Nuclear reactors typically last for 40 years, because steel can become weaker or even defective over time. Modern-day reactors run at higher temperatures than ever before making the search for a new material even more urgent. If the steel exterior of the reactor becomes defective, it needs to be replaced, costing a huge amount of time and money.
According to researchers from the Oak Ridge National Laboratory in Tennessee and the University of Finland, high-entropy alloys, which use several elements in equal percentages, could be the solution.
To test their hypothesis, they bombarded two such alloys with nickel and gold ions - a simulation of what happens to the metal casing inside a nuclear reactor. In each case, the alloys came out with two or three times fewer defects than steel.

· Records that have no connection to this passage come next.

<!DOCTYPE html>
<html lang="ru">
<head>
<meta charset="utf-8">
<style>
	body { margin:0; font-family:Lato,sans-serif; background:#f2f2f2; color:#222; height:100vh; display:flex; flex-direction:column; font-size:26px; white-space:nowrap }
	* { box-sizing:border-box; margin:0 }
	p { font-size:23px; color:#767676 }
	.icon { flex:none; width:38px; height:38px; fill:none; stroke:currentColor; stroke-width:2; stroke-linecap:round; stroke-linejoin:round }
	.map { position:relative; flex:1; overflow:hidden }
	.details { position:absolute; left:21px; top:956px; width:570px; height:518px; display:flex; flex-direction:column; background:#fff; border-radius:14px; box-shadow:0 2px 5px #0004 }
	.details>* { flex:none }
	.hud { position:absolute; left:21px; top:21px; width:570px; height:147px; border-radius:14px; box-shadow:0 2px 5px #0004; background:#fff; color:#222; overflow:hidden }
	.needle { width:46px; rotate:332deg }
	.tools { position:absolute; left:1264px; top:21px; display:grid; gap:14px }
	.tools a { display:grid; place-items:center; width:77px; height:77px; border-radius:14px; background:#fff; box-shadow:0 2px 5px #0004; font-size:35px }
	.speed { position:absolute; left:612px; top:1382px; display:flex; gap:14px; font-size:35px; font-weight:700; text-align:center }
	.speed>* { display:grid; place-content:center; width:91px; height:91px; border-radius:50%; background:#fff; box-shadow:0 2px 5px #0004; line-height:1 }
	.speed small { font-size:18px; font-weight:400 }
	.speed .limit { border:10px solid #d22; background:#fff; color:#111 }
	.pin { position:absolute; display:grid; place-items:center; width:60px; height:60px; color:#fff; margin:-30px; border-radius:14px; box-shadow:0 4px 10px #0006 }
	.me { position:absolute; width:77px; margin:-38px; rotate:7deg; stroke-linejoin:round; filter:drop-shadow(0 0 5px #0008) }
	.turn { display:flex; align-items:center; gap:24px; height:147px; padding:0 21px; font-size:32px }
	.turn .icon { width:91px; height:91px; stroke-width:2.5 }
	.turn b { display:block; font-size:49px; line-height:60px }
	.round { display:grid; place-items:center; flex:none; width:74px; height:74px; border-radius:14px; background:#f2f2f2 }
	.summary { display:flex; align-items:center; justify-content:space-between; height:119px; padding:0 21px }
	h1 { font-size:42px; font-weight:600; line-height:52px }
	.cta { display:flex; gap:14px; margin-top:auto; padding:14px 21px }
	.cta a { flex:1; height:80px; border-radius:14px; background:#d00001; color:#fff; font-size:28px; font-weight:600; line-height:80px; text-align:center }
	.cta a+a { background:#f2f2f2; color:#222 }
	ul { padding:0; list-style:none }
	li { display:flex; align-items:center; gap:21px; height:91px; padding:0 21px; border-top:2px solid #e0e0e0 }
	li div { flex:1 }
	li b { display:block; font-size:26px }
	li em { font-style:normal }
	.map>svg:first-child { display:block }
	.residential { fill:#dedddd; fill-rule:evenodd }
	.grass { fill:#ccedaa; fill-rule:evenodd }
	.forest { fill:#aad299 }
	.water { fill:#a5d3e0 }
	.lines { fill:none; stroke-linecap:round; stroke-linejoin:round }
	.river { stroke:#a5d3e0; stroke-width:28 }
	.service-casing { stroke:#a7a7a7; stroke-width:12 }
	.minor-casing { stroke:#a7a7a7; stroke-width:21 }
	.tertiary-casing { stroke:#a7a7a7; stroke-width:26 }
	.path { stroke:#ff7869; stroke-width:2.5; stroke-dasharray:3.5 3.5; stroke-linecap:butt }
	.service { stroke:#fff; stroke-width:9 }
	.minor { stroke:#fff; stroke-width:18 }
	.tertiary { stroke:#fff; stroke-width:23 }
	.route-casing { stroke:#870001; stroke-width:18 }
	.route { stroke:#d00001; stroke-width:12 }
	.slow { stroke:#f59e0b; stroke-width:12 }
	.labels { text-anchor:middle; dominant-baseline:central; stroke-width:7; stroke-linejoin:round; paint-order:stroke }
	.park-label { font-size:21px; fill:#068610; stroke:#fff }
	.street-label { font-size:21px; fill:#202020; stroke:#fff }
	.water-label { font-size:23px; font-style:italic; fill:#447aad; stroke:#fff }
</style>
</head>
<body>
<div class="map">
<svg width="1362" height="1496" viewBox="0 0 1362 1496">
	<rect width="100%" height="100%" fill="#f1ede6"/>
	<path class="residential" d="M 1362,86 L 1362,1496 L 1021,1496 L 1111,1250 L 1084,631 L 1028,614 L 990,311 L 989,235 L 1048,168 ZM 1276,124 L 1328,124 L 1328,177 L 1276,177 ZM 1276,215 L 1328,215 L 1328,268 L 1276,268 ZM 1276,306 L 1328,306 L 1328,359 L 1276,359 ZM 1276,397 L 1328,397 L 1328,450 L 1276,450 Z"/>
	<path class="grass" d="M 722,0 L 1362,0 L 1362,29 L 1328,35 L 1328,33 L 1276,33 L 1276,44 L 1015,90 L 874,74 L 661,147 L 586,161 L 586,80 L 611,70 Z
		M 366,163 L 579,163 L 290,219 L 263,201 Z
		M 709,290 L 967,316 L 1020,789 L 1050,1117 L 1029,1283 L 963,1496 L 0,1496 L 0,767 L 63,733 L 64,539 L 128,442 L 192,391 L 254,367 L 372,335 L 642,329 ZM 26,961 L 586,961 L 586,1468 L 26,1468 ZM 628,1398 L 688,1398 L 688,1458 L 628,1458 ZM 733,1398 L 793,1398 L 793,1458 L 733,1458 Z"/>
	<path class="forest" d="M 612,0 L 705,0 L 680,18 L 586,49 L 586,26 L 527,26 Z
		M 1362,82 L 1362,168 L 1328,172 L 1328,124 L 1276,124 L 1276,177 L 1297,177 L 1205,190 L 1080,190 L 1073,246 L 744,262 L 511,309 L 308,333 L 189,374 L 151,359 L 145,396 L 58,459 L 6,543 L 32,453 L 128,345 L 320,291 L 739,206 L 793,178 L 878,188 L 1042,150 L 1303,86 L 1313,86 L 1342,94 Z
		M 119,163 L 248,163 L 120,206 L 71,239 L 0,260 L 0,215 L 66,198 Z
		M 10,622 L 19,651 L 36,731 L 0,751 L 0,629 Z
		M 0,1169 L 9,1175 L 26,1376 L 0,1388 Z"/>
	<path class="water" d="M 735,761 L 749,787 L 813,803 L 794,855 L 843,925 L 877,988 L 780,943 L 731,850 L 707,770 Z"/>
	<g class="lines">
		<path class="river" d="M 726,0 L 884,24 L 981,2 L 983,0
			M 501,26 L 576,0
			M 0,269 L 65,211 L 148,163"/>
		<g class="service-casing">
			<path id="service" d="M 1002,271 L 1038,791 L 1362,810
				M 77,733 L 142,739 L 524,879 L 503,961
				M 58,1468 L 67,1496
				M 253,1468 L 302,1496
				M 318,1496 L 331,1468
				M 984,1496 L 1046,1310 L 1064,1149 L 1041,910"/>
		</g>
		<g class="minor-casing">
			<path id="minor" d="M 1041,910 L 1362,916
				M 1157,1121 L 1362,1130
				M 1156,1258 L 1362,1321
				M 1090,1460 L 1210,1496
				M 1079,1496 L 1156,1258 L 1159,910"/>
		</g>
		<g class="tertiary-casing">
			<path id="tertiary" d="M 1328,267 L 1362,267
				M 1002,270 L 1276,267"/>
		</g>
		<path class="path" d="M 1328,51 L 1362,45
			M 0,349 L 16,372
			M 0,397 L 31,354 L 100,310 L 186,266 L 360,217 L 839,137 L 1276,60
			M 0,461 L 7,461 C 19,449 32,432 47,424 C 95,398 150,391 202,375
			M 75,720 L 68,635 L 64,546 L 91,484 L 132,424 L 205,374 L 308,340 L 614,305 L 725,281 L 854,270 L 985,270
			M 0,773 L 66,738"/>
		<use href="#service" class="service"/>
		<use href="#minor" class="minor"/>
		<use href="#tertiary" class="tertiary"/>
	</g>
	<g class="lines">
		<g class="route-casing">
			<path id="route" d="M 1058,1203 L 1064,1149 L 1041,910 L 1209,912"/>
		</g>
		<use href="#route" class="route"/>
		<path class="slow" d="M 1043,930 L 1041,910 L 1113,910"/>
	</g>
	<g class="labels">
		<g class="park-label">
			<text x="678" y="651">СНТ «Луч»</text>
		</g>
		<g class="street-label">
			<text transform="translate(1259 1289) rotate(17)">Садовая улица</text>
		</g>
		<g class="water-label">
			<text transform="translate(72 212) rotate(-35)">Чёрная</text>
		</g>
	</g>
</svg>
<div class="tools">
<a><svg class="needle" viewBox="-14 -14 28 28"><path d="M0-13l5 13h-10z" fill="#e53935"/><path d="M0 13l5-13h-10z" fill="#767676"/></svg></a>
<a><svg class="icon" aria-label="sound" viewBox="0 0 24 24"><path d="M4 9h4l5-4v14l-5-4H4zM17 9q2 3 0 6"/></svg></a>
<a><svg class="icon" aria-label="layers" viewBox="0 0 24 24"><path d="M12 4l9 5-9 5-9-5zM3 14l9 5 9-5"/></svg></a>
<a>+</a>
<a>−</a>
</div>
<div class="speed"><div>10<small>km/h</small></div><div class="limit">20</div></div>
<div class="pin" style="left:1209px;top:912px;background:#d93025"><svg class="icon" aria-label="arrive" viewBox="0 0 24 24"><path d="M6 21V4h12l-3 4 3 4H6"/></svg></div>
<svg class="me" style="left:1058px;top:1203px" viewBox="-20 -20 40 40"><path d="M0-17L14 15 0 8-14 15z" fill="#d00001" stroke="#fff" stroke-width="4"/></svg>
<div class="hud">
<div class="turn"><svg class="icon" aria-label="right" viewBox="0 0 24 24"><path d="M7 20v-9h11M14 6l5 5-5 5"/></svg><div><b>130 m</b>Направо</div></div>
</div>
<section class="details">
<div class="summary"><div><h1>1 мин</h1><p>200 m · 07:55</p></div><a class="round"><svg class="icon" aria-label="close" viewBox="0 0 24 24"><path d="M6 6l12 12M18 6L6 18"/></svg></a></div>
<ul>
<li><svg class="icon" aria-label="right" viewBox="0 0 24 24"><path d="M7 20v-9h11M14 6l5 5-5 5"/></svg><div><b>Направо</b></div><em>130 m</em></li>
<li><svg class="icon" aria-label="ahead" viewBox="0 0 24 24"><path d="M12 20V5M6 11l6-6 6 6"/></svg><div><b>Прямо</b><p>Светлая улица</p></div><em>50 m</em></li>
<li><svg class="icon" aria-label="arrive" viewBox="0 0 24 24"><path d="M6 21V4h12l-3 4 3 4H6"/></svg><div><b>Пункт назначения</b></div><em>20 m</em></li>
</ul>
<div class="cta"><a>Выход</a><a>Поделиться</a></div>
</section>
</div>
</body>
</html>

As atoms are split inside a nuclear reactor, intense levels of heat are produced - to power the turbines and generate electricity - as well as more and more neutrons. Most of these neutrons get trapped by the heavy water that fills the reactor, but some make it to the metal exterior that holds everything together, and that can cause defects as they dislodge the atoms forming the metal's crystalline structure.
Because high-entropy alloys use equal mixes of metals spread out evenly, each type of atom is nearly equally exposed to the incoming particles, levelling out the chances of dislodging slightly different-sized atoms and reducing the risk of defects.
While high-entropy metals aren't new, it's only in recent years that scientists have managed to create them to a high enough quality to use for practical applications, and while cost remains a problem, the scientists say this should start to come down in the years ahead.
The team says these alloys won't be ready to use for a long time, but full-scale tests are planned, and there are many different metal alloy mixes that can be tested.